Crônica da semana: Tratando de chatos
Paulo Pestana
Publicação:11/10/2019 06:00
Ainda há cavalheiros. E meu amigo é um deles. Trata as pessoas com respeito, fala baixo, abre caminho para as moças, presta atenção em tudo o que dizem a ele, é solicito; enfim, é um homem meio perdido nesses tempos de falta de educação generalizada. É um sujeito fino.
Mas até os cavalheiros perdem a fleuma. Me puxou num canto, discretamente, e disse baixinho: “Será que ela sabe que é tão chata?” Falava de uma amiga comum; e eu devolvi, socraticamente, com outra pergunta: “E sabem os chatos que são chatos?”.
Eu já sabia a resposta. Claro que não. A chatice é involuntária, embora seja distinta, distribuída em diversas categorias, que vamos conhecendo pela vida. O pior e mais conhecido de todos é o chato-grude, que só conversa cochichando, agarrando e dando banho de perdigotos.
Uma das principais lições aprendidas nos botecos é a facilidade em reconhecer chatos. Basta ver jeito de andar. Os menos atentos podem observar o suspiro mais profundo de algum companheiro de sensibilidade mais apurada.
Dia desses apareceu um exemplar desses grudentos que, infelizmente, não está na lista de animais em extinção das ongs. Estávamos no bar, onde desenvolvemos uma técnica bastante eficaz para evitá-los: ficar sentado. Esse tipo de chato dá preferência a vítimas que estejam de pé, talvez para poder chatear com mais eficiência.
O pessoal que prefere ficar no balcão paga o pato.
Mas há muitas outras espécies maçantes. O chato-gatinho, por exemplo, que sofre de curiosidade mórbida e criva o cidadão de perguntas aborrecidas; o chato-esgoto, que só fala perto do nariz do cristão para exalar melhor o mau hálito; o chato-pavão, que se coloca sempre como personagem principal de todas as histórias.

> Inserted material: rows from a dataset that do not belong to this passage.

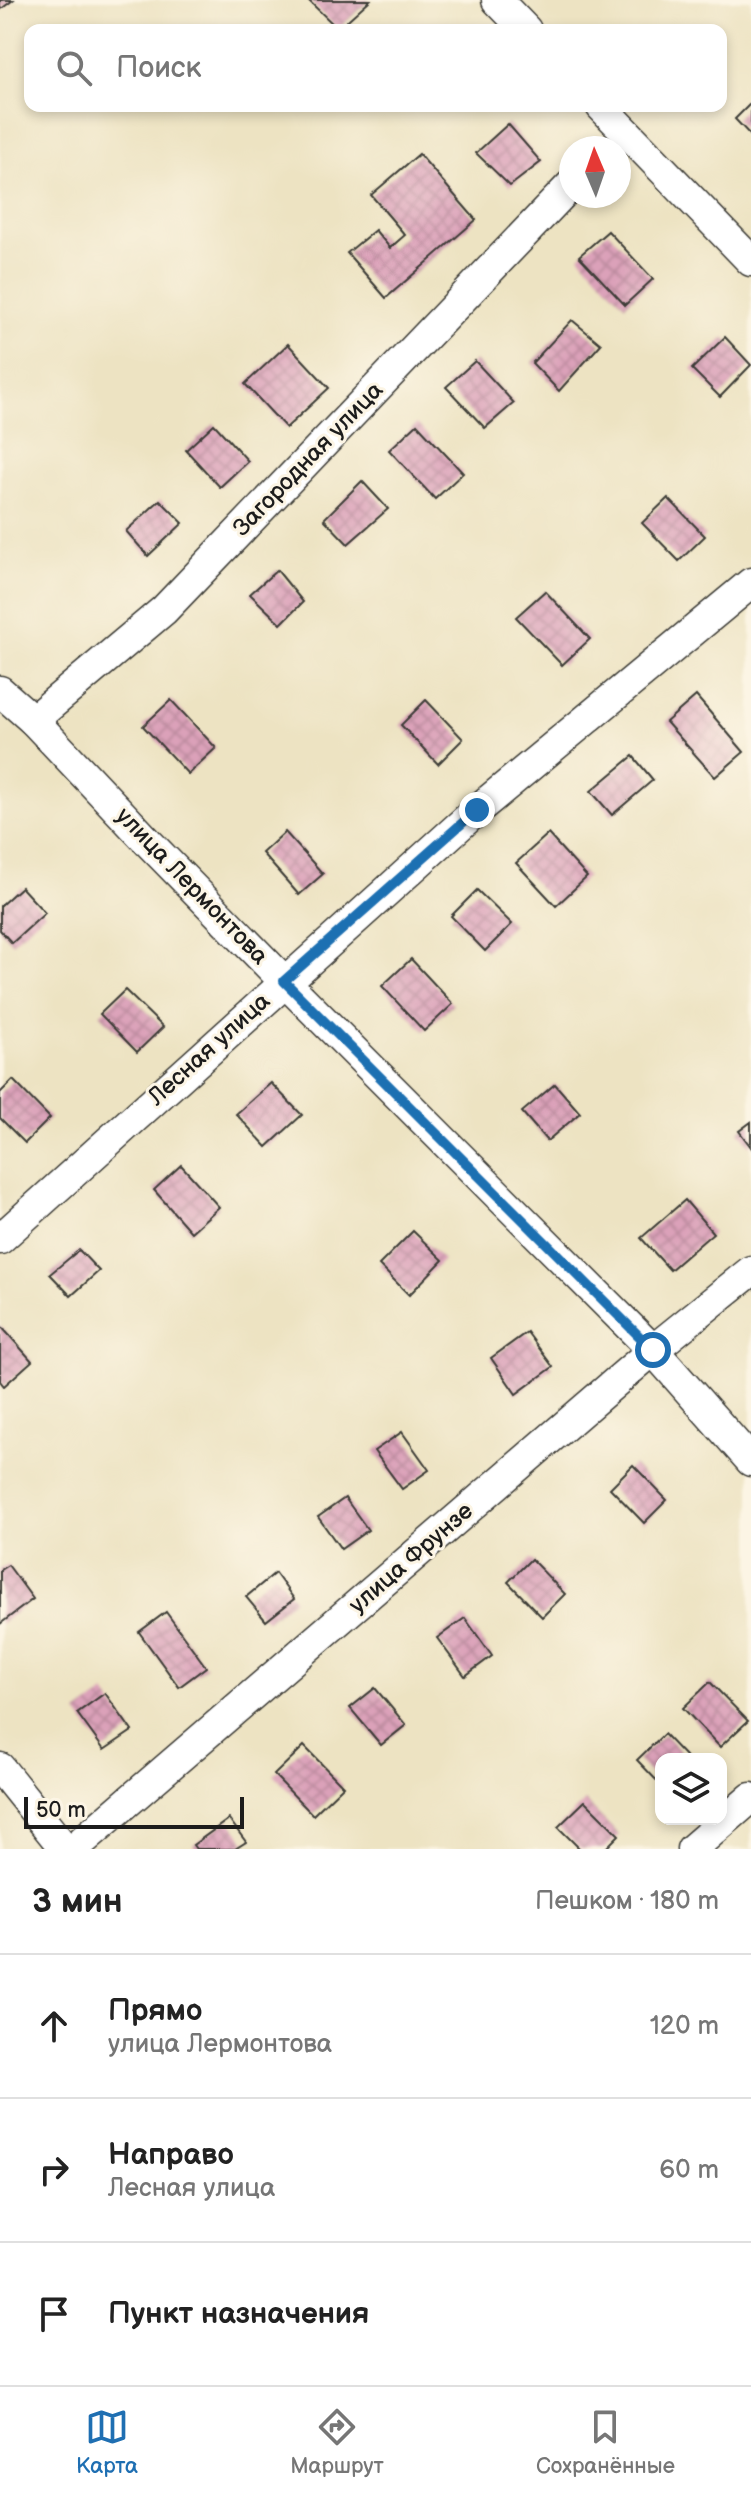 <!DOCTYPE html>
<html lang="ru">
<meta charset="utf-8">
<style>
:root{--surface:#fff;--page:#f2f2f2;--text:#222;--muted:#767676;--line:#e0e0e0;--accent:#1f6fb2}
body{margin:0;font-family:"Balsamiq Sans",sans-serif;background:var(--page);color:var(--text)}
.controls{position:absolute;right:24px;bottom:24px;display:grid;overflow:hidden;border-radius:16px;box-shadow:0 4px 12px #0003}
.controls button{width:72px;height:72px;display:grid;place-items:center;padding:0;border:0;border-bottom:2px solid var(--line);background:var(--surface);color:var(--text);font:40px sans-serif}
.compass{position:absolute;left:559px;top:136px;width:72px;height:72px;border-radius:50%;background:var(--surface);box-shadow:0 4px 12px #0003;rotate:358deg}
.scale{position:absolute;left:24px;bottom:20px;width:220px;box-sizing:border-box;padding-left:8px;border:4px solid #1c1c1c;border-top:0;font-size:22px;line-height:28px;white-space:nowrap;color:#1c1c1c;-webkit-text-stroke:6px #fcf5e5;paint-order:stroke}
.stop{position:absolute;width:24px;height:24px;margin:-18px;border:6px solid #1f6fb2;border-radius:50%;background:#fff}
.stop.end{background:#1f6fb2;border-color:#fff;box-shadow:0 2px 8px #0008}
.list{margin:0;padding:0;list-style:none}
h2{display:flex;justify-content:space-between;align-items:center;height:104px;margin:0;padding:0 32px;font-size:34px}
h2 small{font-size:26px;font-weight:400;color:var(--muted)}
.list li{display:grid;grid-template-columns:52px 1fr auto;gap:24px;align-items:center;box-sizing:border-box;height:144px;padding:0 32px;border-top:2px solid var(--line)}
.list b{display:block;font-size:30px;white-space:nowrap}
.list p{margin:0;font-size:26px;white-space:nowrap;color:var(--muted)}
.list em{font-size:26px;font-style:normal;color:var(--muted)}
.icon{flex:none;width:44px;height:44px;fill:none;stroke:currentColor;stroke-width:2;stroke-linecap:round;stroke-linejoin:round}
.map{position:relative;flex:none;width:751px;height:1849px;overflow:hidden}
.search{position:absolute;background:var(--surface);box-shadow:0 4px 12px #0003;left:24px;right:24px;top:24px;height:88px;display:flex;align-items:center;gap:20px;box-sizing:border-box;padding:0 28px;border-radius:16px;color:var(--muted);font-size:30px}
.sheet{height:536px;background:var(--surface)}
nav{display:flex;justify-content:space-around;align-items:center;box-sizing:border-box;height:112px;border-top:2px solid var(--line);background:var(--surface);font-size:22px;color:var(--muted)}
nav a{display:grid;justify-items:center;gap:4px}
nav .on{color:var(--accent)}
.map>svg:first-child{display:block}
.building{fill:url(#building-cross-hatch)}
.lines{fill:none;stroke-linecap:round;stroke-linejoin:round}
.street-casing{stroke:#3b3a35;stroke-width:33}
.street{stroke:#fff;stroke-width:30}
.route{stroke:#1f6fb2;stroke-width:10}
.labels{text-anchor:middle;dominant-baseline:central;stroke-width:6;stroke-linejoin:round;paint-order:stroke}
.street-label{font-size:24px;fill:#1c1c1c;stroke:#fcf5e5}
</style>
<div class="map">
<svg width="751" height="1849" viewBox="0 0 751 1849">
<defs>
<pattern id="building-cross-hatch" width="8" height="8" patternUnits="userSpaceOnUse" patternTransform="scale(2)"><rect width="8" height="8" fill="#dba1b9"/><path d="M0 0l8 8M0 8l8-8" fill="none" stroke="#bb8a9e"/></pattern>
</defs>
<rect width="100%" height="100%" fill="#fcf5e5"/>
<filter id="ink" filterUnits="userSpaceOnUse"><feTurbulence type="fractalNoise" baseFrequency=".0125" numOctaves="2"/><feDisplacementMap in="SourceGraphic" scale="16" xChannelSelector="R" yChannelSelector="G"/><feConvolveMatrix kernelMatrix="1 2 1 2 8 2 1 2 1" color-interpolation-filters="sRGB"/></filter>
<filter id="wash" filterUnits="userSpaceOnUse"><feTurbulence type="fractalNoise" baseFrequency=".006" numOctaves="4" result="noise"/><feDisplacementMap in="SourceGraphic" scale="32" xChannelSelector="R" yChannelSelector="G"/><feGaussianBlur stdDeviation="1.8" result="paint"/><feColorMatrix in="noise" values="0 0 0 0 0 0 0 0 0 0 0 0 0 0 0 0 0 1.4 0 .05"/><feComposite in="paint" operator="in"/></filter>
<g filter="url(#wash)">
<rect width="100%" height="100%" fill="#ede3c2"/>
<g id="blocks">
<!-- building -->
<g class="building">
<path d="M0,0H13L0,10Z"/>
<path d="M308,0H370L338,29Z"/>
<path d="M751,103V136L735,119Z"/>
<path d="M508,124L541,162L510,186L476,153Z"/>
<path d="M419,154L476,220L386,298L347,253L375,230L390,248L405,235L371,195Z"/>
<path d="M608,231L653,279L625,305L579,256Z"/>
<path d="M572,320L601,344L559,391L532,363Z"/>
<path d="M725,337L751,365L720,397L692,369Z"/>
<path d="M288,344L329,388L286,428L245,384Z"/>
<path d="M475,361L514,403L485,428L446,387Z"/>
<path d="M214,424L248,461L220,487L186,450Z"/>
<path d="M417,424L463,473L435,499L389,450Z"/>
<path d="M362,481L388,509L348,544L324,519Z"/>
<path d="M668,498L705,536L679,561L642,523Z"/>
<path d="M160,500L183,523L148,556L126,531Z"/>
<path d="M277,570L303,602L281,624L250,594Z"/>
<path d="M545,591L590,639L562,665L516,617Z"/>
<path d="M696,696L744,752L715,777L666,722Z"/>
<path d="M171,700L216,748L188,774L143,726Z"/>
<path d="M426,700L463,739L438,764L401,725Z"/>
<path d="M633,756L653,780L612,815L591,791Z"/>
<path d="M285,832L323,874L299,895L262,853Z"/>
<path d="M548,834L587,877L556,906L516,863Z"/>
<path d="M21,887L45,913L12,943L0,930V906Z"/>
<path d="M477,890L512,924L485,951L451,916Z"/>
<path d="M411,959L453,1004L424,1031L382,986Z"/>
<path d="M125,990L163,1027L137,1052L100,1014Z"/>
<path d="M13,1080L50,1118L25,1143L0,1118V1093Z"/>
<path d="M271,1083L302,1115L267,1147L236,1114Z"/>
<path d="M555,1084L580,1113L547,1141L522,1112Z"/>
<path d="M751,1122V1147L739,1131Z"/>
<path d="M181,1165L219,1207L191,1232L154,1190Z"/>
<path d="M685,1200L713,1233L670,1270L641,1238Z"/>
<path d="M413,1231L443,1260L409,1295L379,1265Z"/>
<path d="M79,1250L99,1271L71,1296L50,1274Z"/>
<path d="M0,1325L32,1361L4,1386L0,1381Z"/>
<path d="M527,1332L553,1367L516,1394L491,1358Z"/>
<path d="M402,1432L429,1470L402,1489L374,1451Z"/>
<path d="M633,1465L667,1500L644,1523L610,1488Z"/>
<path d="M345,1498L368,1530L341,1549L318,1517Z"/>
<path d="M531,1559L565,1594L542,1617L508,1582Z"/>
<path d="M8,1565L33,1599L0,1624V1570Z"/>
<path d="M275,1573L294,1599L266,1621L246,1597Z"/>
<path d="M166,1612L206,1667L179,1687L139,1632Z"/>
<path d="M465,1618L492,1656L465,1676L437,1638Z"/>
<path d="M710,1682L748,1721L720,1747L683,1708Z"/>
<path d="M375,1688L406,1725L381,1745L350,1708Z"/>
<path d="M105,1693L132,1731L104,1750L77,1713Z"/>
<path d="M664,1734L688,1759H661V1785L637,1760Z"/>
<path d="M304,1746L343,1786L313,1815L274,1775Z"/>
<path d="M585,1801L619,1835L605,1849H580L558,1827Z"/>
<path d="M229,1819L246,1842L235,1849H196L193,1845Z"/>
</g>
</g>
</g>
<g filter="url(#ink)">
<use href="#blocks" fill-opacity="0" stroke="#3b3a35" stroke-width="2"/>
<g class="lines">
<!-- street casing -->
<g class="street-casing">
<g id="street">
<path d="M497,0L526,30"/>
<path d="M601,106L751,261"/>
<path d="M0,691L33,720L150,844L284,981L653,1350L751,1461"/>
<path d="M33,720L164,610L571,185"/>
<path d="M0,1239L477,810L751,583"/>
<path d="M0,1768L65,1849"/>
<path d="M73,1849L653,1350L751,1271"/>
<path d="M692,1849L751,1798"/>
</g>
</g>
<!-- street -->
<use href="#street" class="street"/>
</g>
</g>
<g class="lines" filter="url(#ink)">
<!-- route -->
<path class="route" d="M477,810L284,981L653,1350"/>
</g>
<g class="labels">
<!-- street labels -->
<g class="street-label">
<text transform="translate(308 459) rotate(-46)">Загородная улица</text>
<text transform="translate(192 886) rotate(46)">улица Лермонтова</text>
<text transform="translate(209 1049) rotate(-42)">Лесная улица</text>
<text transform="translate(411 1558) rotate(-41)">улица Фрунзе</text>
</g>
</g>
</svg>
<div class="controls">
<button><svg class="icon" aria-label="layers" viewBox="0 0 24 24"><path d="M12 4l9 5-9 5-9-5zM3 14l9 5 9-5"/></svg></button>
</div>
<svg class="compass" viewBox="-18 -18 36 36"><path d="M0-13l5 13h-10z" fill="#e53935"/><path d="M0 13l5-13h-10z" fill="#767676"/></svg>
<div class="scale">50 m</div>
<div class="stop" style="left:653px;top:1350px"></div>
<div class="stop end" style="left:477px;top:810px"></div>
<div class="search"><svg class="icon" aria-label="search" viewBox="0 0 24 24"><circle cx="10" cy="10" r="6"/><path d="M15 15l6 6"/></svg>Поиск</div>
</div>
<section class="sheet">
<h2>3 мин<small>Пешком · 180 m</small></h2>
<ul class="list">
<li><svg class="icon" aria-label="ahead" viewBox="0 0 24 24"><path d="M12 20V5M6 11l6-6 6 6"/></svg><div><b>Прямо</b><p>улица Лермонтова</p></div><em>120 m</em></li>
<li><svg class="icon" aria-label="right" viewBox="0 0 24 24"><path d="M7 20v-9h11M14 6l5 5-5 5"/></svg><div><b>Направо</b><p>Лесная улица</p></div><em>60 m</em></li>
<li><svg class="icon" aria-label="arrive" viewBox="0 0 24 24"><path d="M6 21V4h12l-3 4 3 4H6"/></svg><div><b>Пункт назначения</b></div></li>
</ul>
</section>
<nav>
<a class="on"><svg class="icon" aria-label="map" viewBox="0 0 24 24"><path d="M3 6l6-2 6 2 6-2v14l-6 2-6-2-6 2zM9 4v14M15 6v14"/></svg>Карта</a>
<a><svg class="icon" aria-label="directions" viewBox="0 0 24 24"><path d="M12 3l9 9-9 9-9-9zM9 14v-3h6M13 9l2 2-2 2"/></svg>Маршрут</a>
<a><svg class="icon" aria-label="saved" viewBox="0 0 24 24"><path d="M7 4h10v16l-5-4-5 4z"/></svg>Сохранённые</a>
</nav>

Também muito comum é o chato-maratonista, incansável na perseguição aos incautos e que tem a habilidade de aparecer de repente onde menos se espera — são meio ninjas. Mais raros são chatos-gente boa, contraditórios, porque são pessoas de bem mas que, por excessos, aborrecem.
A amiga que originou a conversa inconveniente, no entanto, pertence a outra categoria, a dos chatos-engajados. É um espécime em expansão, que sofre de cegueira parcial — só enxergam o que querem. Extremados, têm alma de catequistas; querem não apenas impor suas ideias, mas forçar argumentos malucos, convencer pela força e, como os alunos bruxos de Hogwarts, chamam os outros de trouxas.
Foi ela quem tirou o amigo do sério. Esse espécime costuma ter um discurso ensaiado, repleto de frases feitas e adjetivos — fico imaginando que ficam em frente ao espelho como um advogado ensaiando uma sustentação oral para melhor chatear. E têm uma capacidade imensa de falar sem respirar; mais ou menos como saxofonistas de jazz, que inspiram e aspiram ao mesmo tempo.
O fato é que eles estão por toda parte; alguns são íntimos, chatos-essenciais, que até fazem falta, embora irritantes e indiscretos como os demais. É como disse o Faixa, com aquele ar de sabedoria das corujas-buraqueiras: “Todo mundo tem um amigo chato. Se você acha que não tem, batata: é você”.